◆ **Task to complete**:
Copy each line of the entries beneath that contains the word "roads".

[Collected data entries]
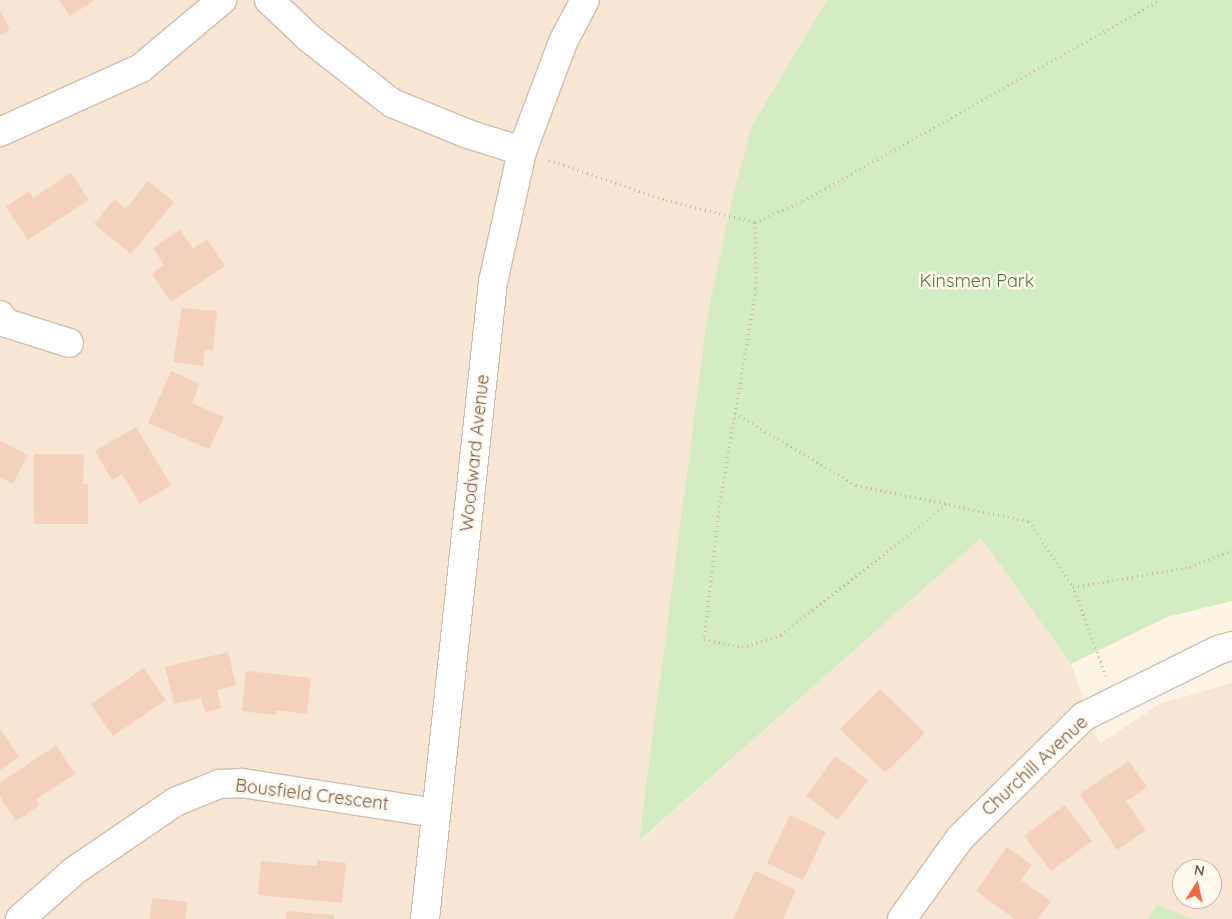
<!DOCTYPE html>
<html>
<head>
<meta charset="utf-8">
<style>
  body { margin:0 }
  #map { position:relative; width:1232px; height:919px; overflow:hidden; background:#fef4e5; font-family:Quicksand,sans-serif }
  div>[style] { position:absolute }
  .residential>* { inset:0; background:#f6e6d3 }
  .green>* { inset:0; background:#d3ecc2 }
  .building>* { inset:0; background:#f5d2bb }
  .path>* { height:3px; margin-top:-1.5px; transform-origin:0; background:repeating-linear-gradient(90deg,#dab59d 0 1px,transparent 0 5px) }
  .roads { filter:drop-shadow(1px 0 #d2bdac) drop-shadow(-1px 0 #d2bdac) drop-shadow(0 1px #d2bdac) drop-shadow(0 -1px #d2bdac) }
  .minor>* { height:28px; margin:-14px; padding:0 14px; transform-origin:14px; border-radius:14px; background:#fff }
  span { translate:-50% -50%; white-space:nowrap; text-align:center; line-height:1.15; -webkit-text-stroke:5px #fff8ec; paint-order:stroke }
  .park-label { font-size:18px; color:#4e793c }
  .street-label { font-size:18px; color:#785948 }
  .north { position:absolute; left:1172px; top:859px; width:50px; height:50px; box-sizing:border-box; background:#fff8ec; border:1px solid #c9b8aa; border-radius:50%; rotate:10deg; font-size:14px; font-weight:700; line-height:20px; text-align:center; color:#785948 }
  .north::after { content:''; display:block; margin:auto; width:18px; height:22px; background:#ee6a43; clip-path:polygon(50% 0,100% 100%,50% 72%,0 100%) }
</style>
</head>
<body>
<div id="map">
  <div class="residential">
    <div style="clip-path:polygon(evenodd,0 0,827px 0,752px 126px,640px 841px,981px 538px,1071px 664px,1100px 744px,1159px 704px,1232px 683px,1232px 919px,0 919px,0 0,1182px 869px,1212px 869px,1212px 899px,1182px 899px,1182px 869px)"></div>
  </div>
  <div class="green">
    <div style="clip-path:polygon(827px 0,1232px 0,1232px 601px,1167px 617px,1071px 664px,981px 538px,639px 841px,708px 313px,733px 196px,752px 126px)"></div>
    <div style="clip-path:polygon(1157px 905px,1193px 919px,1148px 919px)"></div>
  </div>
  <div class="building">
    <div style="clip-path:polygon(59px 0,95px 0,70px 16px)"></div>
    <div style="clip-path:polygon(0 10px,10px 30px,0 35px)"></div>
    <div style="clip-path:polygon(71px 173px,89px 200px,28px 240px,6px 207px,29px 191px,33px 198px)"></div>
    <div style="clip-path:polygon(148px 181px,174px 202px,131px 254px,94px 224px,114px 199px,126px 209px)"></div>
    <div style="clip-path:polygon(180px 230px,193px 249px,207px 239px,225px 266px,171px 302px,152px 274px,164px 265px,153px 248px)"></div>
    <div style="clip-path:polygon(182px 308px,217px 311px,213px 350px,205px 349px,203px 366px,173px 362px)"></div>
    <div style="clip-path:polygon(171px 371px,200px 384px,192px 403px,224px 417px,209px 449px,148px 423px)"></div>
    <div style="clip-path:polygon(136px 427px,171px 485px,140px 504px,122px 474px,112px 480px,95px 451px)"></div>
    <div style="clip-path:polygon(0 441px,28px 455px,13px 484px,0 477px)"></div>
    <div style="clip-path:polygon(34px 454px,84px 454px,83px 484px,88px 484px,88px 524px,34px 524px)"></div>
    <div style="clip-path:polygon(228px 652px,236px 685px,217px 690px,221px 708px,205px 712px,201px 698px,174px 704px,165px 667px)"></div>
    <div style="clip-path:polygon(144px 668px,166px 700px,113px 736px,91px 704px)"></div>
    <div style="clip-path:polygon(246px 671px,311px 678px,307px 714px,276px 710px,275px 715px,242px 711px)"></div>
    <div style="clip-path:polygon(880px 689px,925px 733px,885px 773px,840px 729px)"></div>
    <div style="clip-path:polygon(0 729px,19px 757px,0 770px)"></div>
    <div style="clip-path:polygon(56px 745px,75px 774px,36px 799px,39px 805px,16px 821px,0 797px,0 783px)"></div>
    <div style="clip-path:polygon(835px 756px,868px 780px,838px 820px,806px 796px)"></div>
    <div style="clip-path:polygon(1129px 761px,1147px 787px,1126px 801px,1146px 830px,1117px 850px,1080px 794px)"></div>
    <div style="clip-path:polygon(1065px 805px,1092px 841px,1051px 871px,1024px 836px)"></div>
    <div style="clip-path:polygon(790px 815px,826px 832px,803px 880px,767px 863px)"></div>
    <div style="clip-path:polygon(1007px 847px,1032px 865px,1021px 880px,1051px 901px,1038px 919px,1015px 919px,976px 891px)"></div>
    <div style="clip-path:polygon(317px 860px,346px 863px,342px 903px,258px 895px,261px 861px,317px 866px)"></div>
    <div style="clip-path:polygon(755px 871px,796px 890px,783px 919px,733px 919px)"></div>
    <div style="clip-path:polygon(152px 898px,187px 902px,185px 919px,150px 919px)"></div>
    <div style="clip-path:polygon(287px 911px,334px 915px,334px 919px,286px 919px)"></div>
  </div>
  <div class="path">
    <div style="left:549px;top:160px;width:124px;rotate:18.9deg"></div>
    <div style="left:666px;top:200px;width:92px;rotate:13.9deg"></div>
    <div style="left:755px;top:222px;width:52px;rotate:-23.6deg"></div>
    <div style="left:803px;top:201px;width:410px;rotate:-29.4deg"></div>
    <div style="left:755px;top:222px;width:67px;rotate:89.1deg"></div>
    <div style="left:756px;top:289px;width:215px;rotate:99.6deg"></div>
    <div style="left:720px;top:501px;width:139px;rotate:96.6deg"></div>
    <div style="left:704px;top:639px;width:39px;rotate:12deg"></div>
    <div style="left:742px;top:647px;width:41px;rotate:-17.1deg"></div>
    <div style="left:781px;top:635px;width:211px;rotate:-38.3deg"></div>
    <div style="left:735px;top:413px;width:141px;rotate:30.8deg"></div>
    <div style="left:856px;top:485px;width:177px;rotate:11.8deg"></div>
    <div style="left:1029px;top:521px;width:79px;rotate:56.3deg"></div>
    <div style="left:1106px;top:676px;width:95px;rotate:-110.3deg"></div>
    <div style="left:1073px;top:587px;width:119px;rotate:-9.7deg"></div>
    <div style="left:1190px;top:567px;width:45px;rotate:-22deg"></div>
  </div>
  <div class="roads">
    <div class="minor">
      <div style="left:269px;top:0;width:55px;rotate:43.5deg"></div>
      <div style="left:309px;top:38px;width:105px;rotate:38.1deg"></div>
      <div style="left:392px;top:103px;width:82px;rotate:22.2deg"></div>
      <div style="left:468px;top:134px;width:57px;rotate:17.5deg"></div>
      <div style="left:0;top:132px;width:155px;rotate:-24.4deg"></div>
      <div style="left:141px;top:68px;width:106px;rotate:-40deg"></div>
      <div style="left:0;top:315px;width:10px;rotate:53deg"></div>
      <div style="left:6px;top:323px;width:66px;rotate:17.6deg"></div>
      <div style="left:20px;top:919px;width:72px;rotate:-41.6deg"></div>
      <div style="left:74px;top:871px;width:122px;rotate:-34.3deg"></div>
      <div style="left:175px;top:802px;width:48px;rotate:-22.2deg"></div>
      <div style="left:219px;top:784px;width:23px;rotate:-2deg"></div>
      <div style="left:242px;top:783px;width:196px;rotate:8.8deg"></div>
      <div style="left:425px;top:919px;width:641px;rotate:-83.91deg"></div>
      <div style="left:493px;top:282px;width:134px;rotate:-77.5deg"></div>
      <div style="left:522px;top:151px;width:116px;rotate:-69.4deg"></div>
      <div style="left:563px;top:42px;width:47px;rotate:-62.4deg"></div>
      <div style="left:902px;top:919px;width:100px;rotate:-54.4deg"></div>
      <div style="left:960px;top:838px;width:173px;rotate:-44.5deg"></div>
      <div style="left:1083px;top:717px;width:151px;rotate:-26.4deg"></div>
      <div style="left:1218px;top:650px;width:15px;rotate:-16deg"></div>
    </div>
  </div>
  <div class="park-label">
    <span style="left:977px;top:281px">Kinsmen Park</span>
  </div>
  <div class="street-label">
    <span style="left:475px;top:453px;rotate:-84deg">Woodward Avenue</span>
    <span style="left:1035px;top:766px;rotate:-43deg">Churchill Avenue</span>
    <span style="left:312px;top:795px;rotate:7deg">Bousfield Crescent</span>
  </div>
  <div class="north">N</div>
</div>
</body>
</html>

◆ **Answer to this task**:
  .roads { filter:drop-shadow(1px 0 #d2bdac) drop-shadow(-1px 0 #d2bdac) drop-shadow(0 1px #d2bdac) drop-shadow(0 -1px #d2bdac) }
  <div class="roads">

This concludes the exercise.